Comment 12 Said Abou-Hallawa 2021-08-09 10:38:21 PDT

Comment on attachment 435118 [details]
Patch

View in context: https://bugs.webkit.org/attachment.cgi?id=435118&action=review

>> Source/WebKit/Shared/WebProcessCreationParameters.h:214
>> +    SandboxExtension::HandleArray videoDecoderExtensionHandles;
> 
> This can also be just a handle, not an array of handles.

This is true for IOS but not for macOS since we have add extensions for "com.apple.coremedia.videodecoder" and "com.apple.trustd.agent" for macOS.

Comment 13 Said Abou-Hallawa 2021-08-09 10:42:27 PDT

Created attachment 435194 [details]
Patch

Comment 14 EWS 2021-08-09 12:06:48 PDT

Committed r280789 (240368@main): <https://commits.webkit.org/240368@main>

All reviewed patches have been landed.
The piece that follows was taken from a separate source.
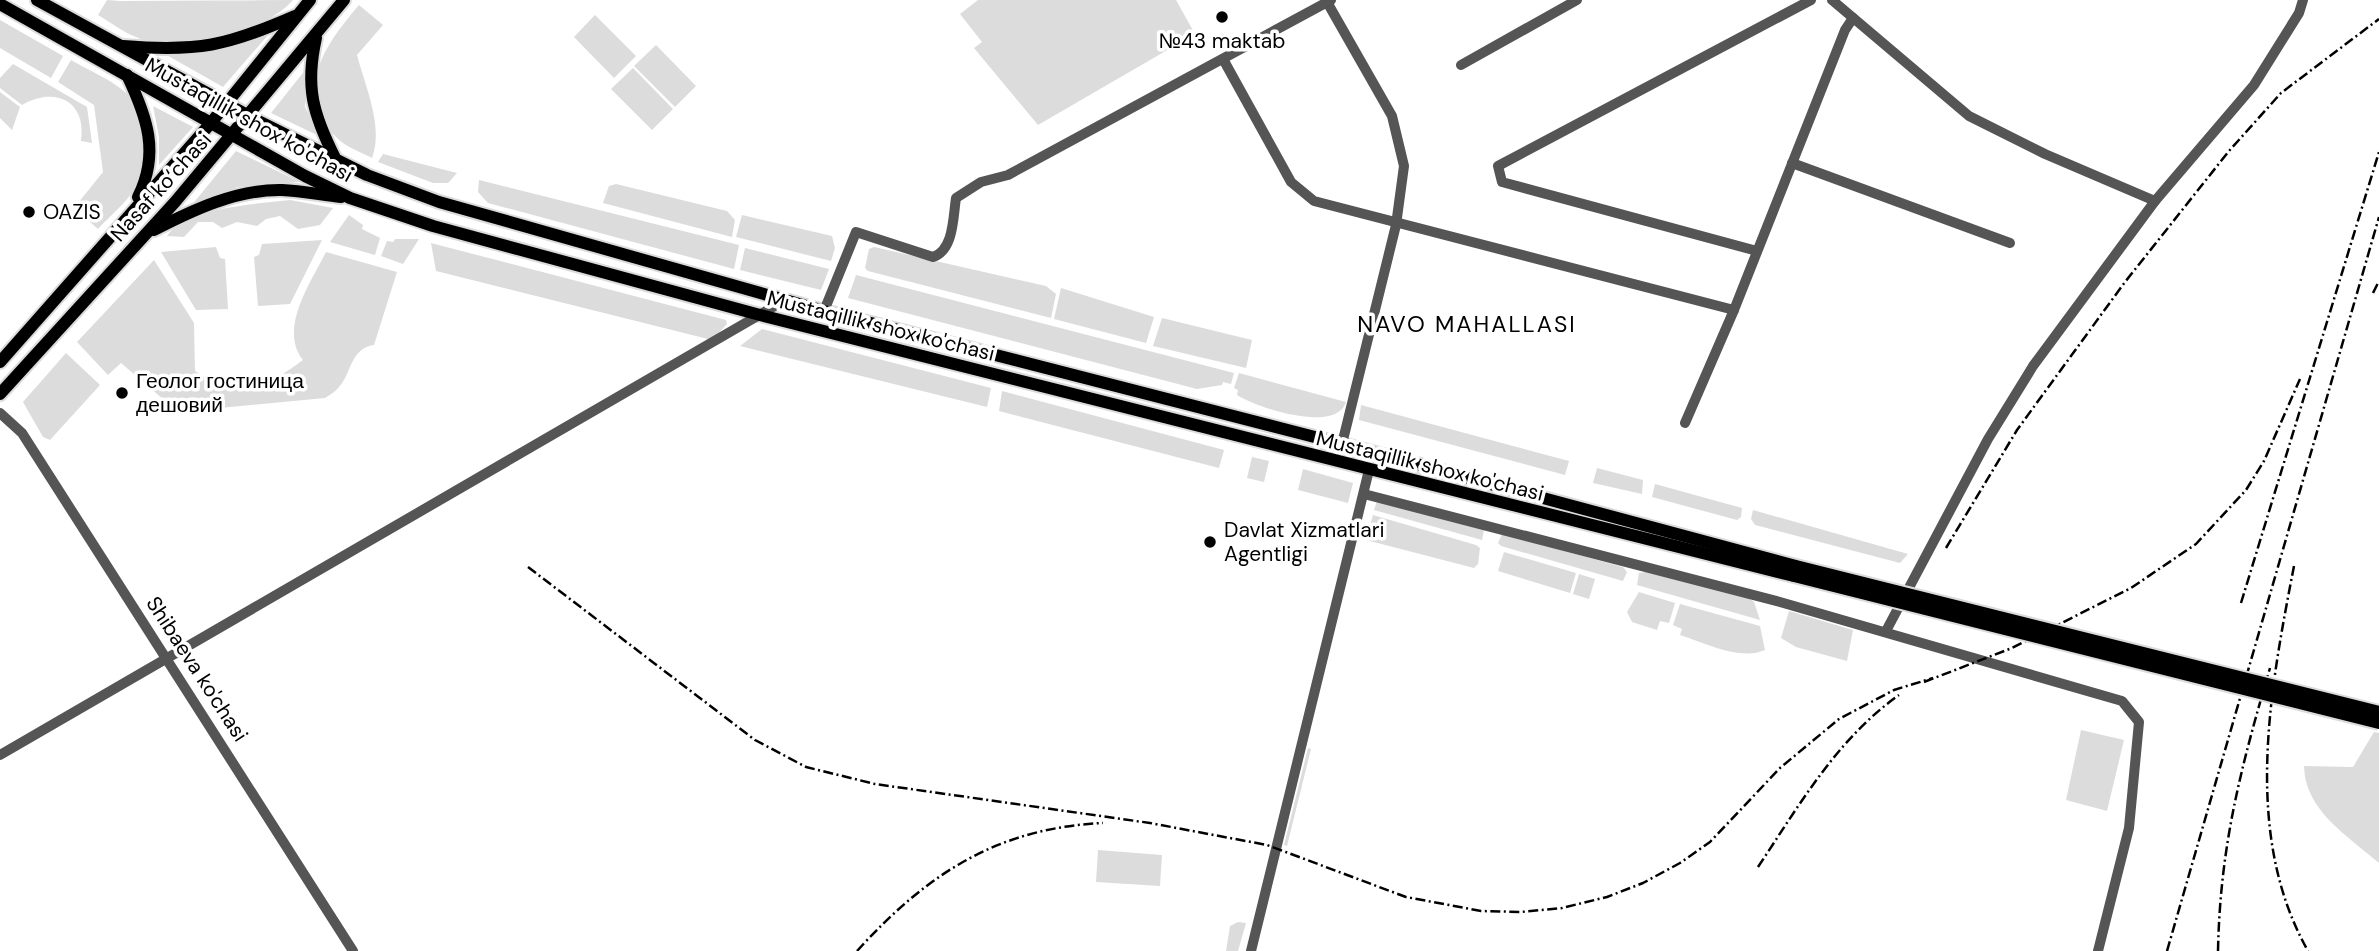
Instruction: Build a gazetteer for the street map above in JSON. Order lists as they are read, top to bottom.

Closing bug and clearing flags on attachment 435194 [details].

Comment 15 Per Arne Vollan 2021-08-09 12:10:05 PDT

Comment on attachment 435118 [details]
Patch

View in context: https://bugs.webkit.org/attachment.cgi?id=435118&action=review

>>> Source/WebKit/Shared/WebProcessCreationParameters.h:214
>>> +    SandboxExtension::HandleArray videoDecoderExtensionHandles;
>> 
>> This can also be just a handle, not an array of handles.
> 
> This is true for IOS but not for macOS since we have add extensions for "com.apple.coremedia.videodecoder" and "com.apple.trustd.agent" for macOS.

Is access to "com.apple.trustd.agent" required when you allow access to "com.apple.coremedia.videodecoder"? I think it would be good to confirm that.

Comment 16 Said Abou-Hallawa 2021-08-09 12:14:15 PDT

Comment on attachment 435118 [details]
Patch

View in context: https://bugs.webkit.org/attachment.cgi?id=435118&action=review

>>>> Source/WebKit/Shared/WebProcessCreationParameters.h:214
>>>> +    SandboxExtension::HandleArray videoDecoderExtensionHandles;
>>> 
>>> This can also be just a handle, not an array of handles.
>> 
>> This is true for IOS but not for macOS since we have add extensions for "com.apple.coremedia.videodecoder" and "com.apple.trustd.agent" for macOS.
> 
> Is access to "com.apple.trustd.agent" required when you allow access to "com.apple.coremedia.videodecoder"? I think it would be good to confirm that.

Yes. I found this through "sbutil log stream" when the HEIF was not displayed correctly even after allowing access to "com.apple.coremedia.videodecoder".